(RECORDS SHOWN)

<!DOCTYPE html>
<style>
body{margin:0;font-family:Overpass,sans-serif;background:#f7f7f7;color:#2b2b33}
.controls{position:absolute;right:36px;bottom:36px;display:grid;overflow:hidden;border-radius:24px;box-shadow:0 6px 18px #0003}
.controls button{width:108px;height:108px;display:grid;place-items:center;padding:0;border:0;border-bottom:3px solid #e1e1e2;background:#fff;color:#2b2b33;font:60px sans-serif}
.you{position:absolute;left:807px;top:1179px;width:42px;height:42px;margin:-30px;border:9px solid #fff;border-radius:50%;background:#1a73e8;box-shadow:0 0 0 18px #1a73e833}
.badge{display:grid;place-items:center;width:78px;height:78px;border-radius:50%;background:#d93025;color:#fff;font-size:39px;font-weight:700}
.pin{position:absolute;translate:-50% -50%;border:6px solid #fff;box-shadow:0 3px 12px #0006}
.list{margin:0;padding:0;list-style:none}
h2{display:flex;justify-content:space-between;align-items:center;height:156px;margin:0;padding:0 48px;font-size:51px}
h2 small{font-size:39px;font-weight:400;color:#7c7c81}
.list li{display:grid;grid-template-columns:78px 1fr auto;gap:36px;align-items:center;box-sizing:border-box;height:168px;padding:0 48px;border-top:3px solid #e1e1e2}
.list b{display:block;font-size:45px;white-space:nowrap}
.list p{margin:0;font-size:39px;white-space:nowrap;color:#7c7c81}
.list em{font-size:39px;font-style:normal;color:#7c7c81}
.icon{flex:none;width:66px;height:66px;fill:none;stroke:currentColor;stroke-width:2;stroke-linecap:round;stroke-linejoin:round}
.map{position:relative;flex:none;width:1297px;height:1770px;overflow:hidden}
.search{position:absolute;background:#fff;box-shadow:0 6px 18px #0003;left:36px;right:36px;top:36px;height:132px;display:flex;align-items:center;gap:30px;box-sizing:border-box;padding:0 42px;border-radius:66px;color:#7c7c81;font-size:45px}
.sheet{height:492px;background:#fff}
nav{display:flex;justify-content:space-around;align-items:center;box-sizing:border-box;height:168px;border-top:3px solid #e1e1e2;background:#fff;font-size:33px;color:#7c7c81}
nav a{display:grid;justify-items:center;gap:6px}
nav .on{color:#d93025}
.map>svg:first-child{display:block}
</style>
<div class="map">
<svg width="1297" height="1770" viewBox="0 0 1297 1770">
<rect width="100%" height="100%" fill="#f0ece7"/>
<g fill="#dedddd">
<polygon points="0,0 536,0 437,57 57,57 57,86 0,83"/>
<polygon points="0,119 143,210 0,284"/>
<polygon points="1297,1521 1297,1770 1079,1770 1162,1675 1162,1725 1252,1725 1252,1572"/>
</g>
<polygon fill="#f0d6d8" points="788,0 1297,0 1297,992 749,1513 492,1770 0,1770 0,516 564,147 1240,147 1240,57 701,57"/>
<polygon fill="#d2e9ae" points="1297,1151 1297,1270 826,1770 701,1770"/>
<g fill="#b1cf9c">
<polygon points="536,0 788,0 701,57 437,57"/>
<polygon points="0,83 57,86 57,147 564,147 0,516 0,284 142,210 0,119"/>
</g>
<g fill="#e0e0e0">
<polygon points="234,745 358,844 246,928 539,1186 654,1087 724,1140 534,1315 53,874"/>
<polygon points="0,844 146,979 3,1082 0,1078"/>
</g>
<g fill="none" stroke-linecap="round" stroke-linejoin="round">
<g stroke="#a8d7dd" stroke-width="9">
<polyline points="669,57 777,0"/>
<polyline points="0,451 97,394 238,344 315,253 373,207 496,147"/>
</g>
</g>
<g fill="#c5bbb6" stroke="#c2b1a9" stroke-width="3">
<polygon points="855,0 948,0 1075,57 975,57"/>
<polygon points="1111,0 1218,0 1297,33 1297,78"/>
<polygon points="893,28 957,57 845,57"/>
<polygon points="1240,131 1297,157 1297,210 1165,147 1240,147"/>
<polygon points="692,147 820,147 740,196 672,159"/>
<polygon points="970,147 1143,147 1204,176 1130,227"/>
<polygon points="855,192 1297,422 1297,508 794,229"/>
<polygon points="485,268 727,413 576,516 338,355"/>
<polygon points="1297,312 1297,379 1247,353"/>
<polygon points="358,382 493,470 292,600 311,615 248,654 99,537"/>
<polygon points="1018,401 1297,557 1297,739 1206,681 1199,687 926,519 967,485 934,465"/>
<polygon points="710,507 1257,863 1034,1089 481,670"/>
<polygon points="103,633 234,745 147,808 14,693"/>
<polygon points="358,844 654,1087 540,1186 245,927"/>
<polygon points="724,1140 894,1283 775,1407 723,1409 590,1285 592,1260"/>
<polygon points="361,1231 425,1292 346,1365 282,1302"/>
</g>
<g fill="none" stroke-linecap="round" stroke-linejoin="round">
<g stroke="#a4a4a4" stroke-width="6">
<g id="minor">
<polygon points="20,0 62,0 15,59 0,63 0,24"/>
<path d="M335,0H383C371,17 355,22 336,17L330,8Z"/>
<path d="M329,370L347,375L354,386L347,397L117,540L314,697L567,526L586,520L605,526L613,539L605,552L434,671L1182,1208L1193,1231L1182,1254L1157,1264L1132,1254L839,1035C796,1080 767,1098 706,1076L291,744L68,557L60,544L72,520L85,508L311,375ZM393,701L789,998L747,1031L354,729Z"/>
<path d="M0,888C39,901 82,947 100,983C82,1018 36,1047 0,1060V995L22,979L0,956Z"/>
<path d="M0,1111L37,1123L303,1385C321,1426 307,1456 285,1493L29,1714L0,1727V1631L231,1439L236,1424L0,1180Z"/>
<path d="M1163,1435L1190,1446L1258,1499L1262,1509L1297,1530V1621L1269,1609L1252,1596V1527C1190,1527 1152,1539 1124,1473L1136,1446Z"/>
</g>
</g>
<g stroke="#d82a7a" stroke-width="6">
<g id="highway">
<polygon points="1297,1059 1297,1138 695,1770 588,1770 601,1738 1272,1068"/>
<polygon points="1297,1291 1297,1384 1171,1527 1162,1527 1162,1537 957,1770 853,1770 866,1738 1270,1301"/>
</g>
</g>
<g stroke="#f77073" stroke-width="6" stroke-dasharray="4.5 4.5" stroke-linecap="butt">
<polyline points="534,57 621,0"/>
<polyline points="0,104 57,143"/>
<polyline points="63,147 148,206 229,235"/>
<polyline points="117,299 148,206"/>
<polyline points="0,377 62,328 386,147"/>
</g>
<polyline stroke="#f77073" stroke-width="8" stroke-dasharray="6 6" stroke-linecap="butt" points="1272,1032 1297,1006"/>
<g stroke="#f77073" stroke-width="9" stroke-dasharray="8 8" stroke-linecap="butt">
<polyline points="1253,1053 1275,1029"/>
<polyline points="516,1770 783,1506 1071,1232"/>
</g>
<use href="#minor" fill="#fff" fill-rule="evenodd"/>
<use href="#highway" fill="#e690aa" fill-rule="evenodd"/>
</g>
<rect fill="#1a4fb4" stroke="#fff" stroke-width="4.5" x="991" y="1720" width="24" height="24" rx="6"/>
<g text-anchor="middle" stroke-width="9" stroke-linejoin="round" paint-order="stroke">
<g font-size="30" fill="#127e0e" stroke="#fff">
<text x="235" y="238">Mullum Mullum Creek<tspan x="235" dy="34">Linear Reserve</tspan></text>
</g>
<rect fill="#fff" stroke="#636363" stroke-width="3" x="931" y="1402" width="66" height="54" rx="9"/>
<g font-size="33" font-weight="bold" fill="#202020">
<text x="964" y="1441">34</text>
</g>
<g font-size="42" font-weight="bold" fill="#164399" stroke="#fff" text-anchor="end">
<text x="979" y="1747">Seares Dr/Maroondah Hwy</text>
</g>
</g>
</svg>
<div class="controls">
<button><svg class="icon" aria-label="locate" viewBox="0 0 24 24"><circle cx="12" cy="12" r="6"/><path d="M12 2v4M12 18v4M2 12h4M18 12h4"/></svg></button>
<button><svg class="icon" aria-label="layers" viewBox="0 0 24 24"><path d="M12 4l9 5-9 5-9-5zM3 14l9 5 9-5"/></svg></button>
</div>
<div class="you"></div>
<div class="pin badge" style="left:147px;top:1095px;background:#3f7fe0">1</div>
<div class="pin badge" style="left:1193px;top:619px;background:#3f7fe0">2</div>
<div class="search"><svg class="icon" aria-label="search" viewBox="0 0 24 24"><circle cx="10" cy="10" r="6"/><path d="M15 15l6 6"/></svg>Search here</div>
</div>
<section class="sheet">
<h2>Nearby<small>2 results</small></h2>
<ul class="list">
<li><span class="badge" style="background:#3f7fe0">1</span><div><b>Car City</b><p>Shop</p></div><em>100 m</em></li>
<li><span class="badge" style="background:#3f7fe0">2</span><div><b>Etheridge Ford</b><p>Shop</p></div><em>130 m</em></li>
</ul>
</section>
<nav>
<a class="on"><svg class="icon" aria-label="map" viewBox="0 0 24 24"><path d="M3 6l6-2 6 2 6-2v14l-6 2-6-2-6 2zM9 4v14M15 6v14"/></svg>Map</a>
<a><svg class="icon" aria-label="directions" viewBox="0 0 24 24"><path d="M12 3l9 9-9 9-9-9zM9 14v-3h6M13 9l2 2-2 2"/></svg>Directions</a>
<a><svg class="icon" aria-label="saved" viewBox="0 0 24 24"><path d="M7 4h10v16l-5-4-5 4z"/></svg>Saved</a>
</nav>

(End RECORDS SHOWN)

WHAT THIS TASK INVOLVES = Give the count of lines in the entries above that hold the word "place", with no other words.

RESPONSE TO THE EXERCISE = 2